::: Listed entries :::

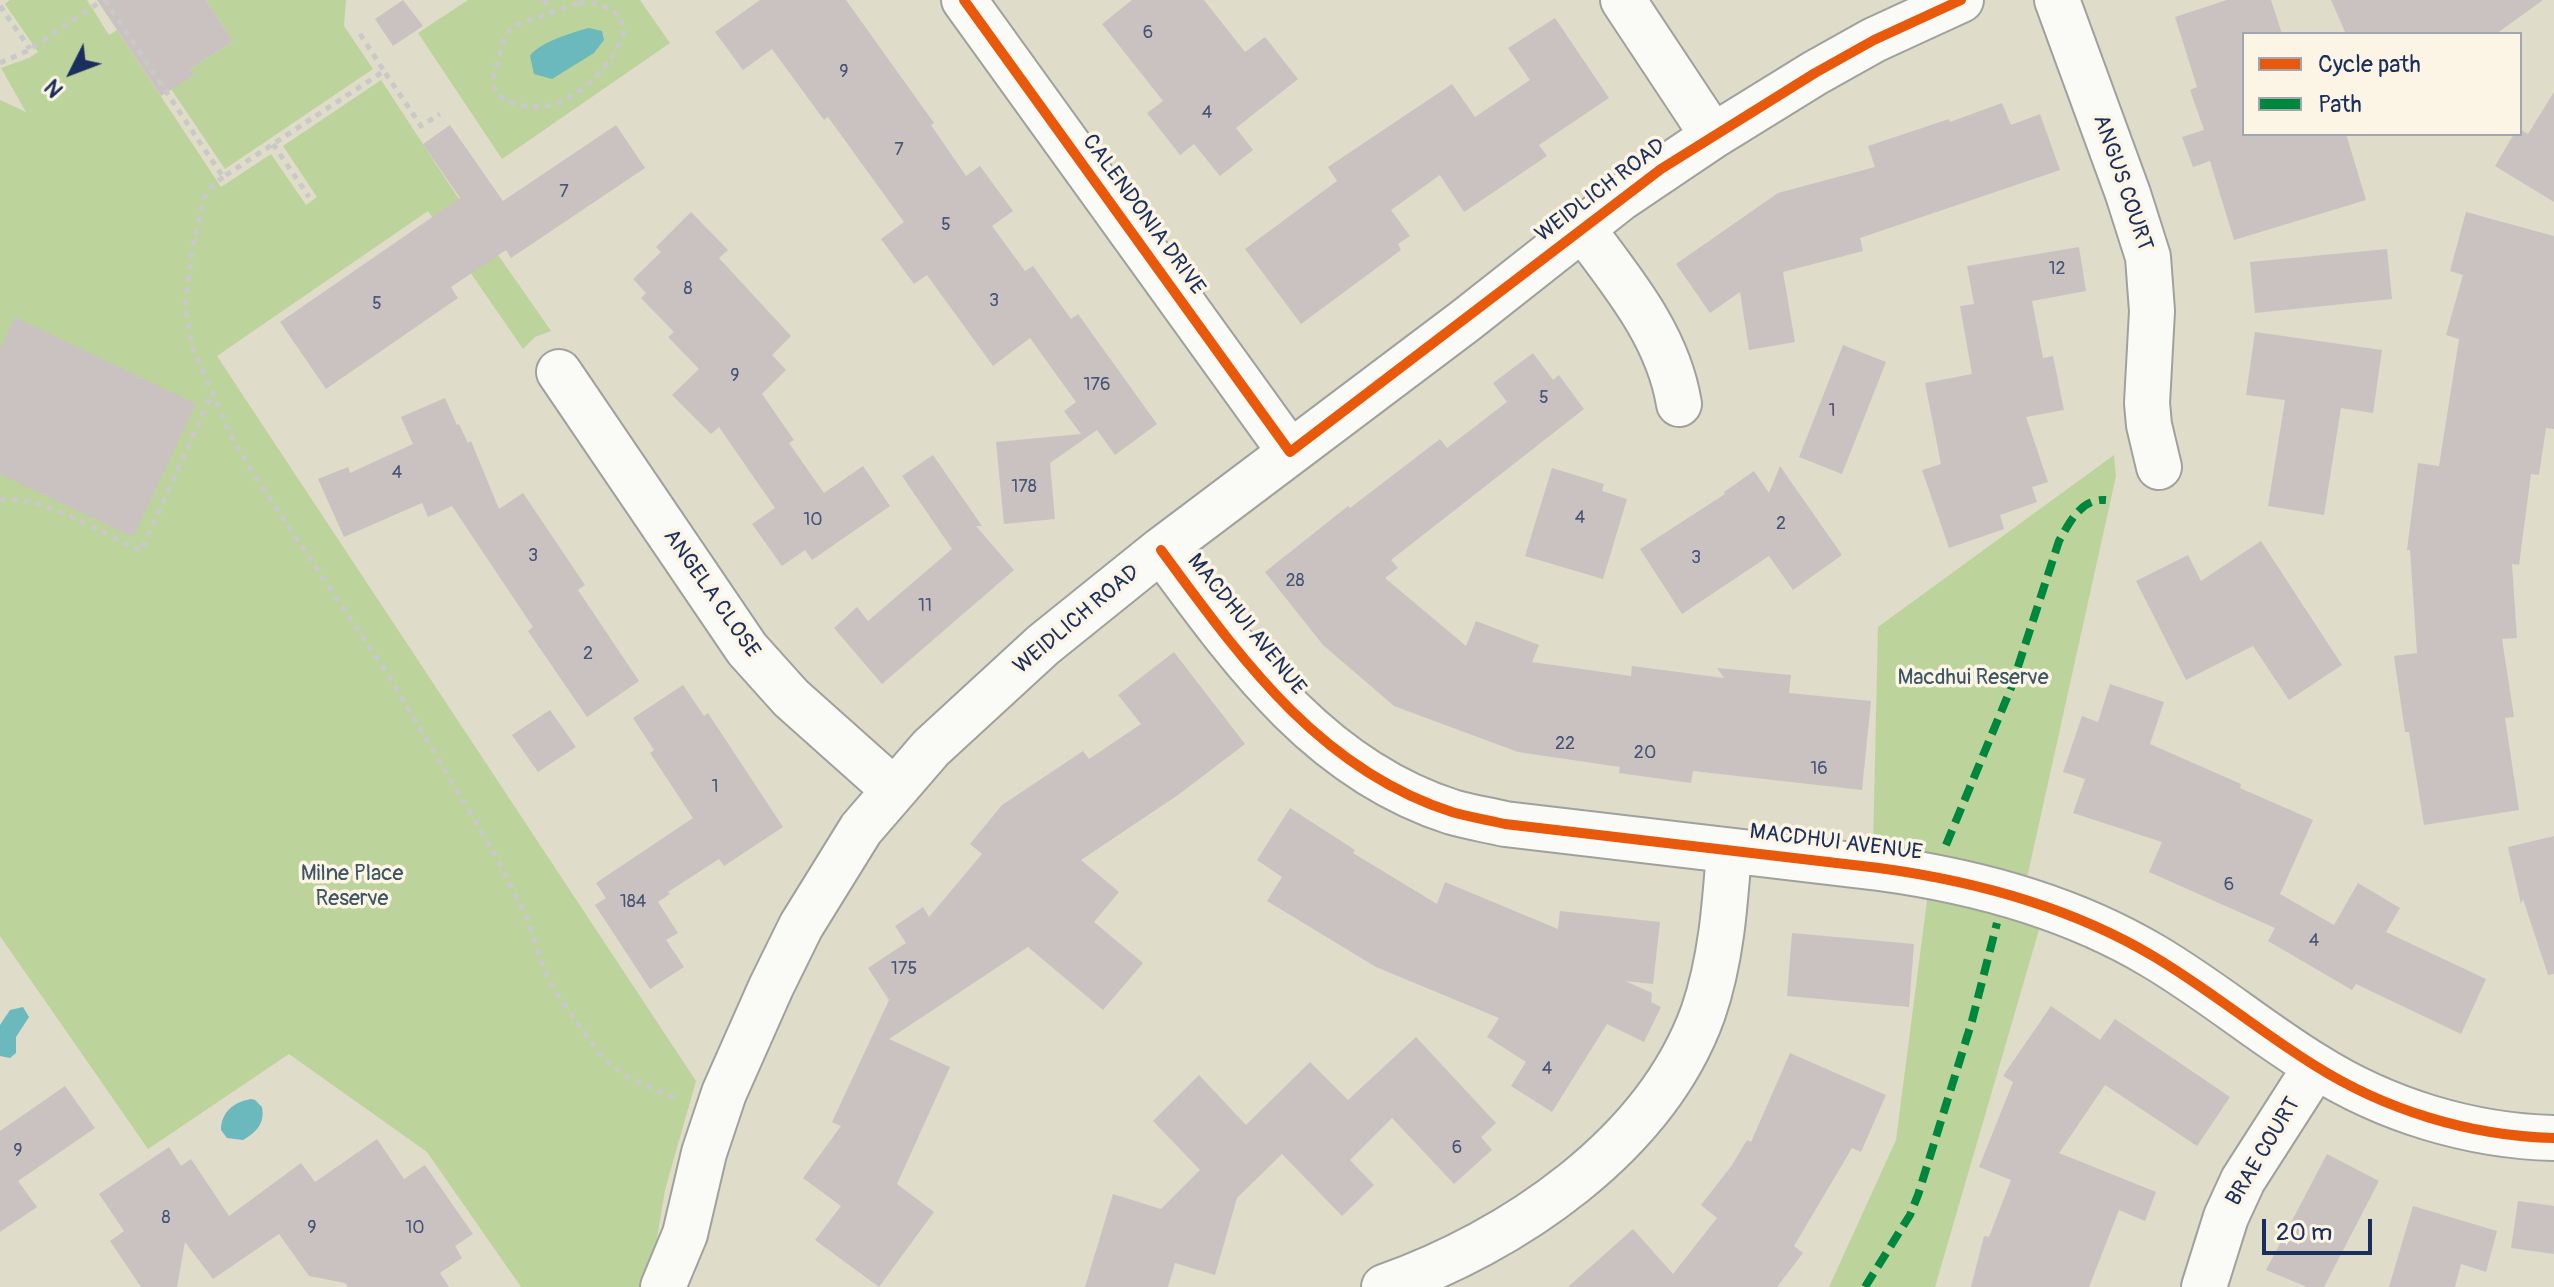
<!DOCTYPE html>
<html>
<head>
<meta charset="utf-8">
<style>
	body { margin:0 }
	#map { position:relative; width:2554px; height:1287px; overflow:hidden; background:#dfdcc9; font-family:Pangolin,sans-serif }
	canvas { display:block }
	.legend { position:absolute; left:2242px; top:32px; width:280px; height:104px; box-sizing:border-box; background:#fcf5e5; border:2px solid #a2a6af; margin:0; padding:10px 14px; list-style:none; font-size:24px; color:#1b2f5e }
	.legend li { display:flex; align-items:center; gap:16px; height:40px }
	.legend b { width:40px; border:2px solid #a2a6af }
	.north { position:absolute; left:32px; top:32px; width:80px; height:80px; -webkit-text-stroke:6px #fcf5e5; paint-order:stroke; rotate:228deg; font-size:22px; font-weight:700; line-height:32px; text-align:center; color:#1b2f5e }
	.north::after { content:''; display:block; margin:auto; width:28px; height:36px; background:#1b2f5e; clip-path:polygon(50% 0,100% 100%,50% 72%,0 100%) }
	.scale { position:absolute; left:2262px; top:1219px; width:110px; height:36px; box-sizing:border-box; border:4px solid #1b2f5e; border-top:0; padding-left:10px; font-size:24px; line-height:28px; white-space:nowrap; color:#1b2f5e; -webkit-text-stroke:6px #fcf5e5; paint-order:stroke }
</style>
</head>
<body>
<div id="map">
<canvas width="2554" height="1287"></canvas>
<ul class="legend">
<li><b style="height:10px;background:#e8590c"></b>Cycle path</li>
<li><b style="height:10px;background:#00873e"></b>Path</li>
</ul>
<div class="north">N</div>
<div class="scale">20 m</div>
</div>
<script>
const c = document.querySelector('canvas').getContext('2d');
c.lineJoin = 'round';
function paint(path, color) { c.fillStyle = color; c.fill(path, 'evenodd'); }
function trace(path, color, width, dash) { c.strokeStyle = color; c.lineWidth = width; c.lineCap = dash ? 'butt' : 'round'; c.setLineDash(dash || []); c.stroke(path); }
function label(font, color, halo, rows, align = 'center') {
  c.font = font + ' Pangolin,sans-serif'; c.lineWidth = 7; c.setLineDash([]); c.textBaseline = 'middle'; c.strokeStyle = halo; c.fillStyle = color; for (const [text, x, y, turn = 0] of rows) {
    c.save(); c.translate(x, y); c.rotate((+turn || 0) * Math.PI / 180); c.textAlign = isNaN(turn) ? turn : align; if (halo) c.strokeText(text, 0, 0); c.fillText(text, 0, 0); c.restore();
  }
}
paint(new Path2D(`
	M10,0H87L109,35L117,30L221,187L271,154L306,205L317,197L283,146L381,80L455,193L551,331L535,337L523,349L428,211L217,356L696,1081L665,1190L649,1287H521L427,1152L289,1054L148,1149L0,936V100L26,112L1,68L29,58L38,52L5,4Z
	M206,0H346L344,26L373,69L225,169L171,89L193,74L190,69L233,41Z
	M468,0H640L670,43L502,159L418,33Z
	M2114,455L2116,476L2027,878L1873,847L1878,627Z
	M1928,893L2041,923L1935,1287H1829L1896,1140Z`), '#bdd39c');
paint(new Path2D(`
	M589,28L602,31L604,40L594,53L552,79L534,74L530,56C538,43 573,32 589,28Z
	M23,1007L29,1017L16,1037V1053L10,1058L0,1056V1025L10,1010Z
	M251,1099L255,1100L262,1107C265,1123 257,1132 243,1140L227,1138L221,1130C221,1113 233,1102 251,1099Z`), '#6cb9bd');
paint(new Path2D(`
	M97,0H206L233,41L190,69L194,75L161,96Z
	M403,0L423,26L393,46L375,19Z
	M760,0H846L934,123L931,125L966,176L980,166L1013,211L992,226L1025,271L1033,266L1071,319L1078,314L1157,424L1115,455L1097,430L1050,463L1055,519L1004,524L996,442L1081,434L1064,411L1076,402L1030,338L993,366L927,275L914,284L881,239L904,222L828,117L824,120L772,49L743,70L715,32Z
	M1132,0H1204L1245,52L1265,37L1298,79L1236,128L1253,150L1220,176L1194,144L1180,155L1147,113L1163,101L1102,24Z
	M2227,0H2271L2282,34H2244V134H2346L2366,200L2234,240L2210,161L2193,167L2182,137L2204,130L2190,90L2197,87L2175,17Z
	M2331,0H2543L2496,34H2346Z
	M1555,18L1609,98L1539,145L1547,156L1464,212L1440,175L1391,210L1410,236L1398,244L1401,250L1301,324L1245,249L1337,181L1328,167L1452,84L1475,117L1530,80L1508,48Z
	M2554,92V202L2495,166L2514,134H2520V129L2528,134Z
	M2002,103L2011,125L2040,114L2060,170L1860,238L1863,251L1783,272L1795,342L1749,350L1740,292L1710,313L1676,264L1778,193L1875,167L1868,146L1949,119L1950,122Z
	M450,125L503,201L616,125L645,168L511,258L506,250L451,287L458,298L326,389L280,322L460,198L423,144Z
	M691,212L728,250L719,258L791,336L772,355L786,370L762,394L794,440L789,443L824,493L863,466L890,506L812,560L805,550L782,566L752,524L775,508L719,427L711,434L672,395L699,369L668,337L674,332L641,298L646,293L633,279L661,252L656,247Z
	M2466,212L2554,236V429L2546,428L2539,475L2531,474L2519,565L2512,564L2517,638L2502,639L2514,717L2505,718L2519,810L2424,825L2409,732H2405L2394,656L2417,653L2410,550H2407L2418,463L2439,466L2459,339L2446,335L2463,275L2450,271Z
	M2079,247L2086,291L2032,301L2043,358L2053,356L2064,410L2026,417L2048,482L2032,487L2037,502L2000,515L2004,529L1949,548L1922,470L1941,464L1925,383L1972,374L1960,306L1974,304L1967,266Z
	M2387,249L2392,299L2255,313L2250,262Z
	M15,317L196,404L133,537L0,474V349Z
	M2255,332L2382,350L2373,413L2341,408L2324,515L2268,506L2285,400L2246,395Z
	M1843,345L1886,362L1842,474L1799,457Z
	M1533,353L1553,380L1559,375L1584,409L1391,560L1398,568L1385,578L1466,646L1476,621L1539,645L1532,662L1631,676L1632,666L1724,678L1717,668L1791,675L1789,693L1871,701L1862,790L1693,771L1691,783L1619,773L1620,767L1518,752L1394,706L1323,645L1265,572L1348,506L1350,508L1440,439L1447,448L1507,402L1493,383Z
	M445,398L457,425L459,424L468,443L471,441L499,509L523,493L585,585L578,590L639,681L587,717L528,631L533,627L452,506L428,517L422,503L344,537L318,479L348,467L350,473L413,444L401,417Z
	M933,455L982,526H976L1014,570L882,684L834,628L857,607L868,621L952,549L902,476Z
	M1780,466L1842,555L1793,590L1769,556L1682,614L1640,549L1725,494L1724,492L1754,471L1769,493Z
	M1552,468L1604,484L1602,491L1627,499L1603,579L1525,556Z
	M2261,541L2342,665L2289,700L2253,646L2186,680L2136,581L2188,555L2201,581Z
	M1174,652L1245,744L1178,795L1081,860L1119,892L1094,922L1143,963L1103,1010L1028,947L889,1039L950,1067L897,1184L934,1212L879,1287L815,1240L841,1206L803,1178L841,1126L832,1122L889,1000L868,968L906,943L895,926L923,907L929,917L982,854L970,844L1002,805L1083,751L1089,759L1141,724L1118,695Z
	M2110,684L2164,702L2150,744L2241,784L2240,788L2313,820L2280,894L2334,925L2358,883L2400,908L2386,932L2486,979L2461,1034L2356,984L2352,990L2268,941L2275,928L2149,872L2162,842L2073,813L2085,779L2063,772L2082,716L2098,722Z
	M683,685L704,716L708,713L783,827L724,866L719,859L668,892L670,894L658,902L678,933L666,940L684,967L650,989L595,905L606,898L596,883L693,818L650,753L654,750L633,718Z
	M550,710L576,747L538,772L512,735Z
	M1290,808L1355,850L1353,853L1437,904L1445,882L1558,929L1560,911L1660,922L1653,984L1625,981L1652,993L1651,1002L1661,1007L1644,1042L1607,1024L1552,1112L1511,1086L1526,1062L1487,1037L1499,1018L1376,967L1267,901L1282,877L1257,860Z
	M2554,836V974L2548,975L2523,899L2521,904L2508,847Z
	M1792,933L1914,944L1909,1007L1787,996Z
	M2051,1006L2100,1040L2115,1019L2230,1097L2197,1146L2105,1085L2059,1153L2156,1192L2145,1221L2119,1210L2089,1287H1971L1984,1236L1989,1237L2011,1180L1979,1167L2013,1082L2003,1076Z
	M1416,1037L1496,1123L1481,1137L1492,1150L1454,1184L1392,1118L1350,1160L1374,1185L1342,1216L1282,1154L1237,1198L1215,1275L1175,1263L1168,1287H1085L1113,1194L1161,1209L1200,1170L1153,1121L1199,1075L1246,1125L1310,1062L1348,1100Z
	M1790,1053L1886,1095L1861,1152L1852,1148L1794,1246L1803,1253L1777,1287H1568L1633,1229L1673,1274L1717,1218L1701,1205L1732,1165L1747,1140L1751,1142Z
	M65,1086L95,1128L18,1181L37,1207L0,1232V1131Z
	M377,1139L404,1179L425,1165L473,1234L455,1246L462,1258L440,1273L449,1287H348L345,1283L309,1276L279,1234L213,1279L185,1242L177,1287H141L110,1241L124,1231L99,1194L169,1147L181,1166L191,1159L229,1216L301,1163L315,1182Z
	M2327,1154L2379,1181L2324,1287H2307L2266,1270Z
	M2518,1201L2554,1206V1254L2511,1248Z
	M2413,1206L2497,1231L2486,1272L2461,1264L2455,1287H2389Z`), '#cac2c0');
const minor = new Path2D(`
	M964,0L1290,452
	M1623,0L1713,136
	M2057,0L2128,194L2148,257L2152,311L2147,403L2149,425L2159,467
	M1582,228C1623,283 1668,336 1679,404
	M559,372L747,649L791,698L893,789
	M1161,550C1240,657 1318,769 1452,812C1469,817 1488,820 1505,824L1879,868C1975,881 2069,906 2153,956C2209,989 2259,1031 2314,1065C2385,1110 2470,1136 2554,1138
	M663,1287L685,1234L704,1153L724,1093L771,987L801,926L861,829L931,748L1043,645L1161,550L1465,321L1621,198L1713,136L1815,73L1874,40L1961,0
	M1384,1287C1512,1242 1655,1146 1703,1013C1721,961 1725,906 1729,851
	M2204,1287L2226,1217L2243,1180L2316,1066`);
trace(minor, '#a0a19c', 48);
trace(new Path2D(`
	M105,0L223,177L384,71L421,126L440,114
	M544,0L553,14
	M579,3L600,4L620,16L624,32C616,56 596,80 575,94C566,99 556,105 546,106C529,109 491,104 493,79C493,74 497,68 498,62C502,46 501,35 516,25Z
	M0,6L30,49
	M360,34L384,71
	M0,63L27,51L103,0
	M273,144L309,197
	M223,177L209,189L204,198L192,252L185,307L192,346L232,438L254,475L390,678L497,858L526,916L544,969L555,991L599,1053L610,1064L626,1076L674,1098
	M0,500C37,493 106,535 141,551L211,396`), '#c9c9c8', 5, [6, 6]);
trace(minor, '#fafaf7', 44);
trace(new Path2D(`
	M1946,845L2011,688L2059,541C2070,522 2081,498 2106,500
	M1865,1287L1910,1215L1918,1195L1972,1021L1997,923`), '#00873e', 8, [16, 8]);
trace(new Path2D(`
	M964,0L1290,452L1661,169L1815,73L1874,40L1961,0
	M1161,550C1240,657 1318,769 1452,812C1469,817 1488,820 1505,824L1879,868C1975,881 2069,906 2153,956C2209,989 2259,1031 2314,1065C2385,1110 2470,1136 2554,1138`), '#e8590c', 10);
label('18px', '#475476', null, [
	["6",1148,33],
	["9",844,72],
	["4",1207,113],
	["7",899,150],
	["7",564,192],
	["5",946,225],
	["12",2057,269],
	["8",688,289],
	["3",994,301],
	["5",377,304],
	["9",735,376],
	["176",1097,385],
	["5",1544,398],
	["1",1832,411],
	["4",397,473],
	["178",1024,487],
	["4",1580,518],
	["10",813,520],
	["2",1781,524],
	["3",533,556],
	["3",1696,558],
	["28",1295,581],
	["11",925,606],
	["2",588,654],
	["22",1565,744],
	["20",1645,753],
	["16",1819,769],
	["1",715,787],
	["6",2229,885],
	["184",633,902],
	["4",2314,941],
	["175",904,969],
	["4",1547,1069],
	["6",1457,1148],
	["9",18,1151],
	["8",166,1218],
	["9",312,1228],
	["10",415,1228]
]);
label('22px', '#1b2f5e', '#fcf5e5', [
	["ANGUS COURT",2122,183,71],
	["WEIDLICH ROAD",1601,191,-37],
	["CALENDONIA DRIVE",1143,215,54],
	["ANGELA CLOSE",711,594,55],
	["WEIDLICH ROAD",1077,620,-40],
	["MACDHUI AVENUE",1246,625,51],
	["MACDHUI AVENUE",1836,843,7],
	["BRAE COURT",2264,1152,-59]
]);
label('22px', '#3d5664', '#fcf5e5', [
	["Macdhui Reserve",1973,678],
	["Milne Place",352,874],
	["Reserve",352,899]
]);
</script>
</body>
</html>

:::

(Task to complete)
Look through the listing and return each line containing the word "lineWidth".

(Exercise solution)
function trace(path, color, width, dash) { c.strokeStyle = color; c.lineWidth = width; c.lineCap = dash ? 'butt' : 'round'; c.setLineDash(dash || []); c.stroke(path); }
  c.font = font + ' Pangolin,sans-serif'; c.lineWidth = 7; c.setLineDash([]); c.textBaseline = 'middle'; c.strokeStyle = halo; c.fillStyle = color; for (const [text, x, y, turn = 0] of rows) {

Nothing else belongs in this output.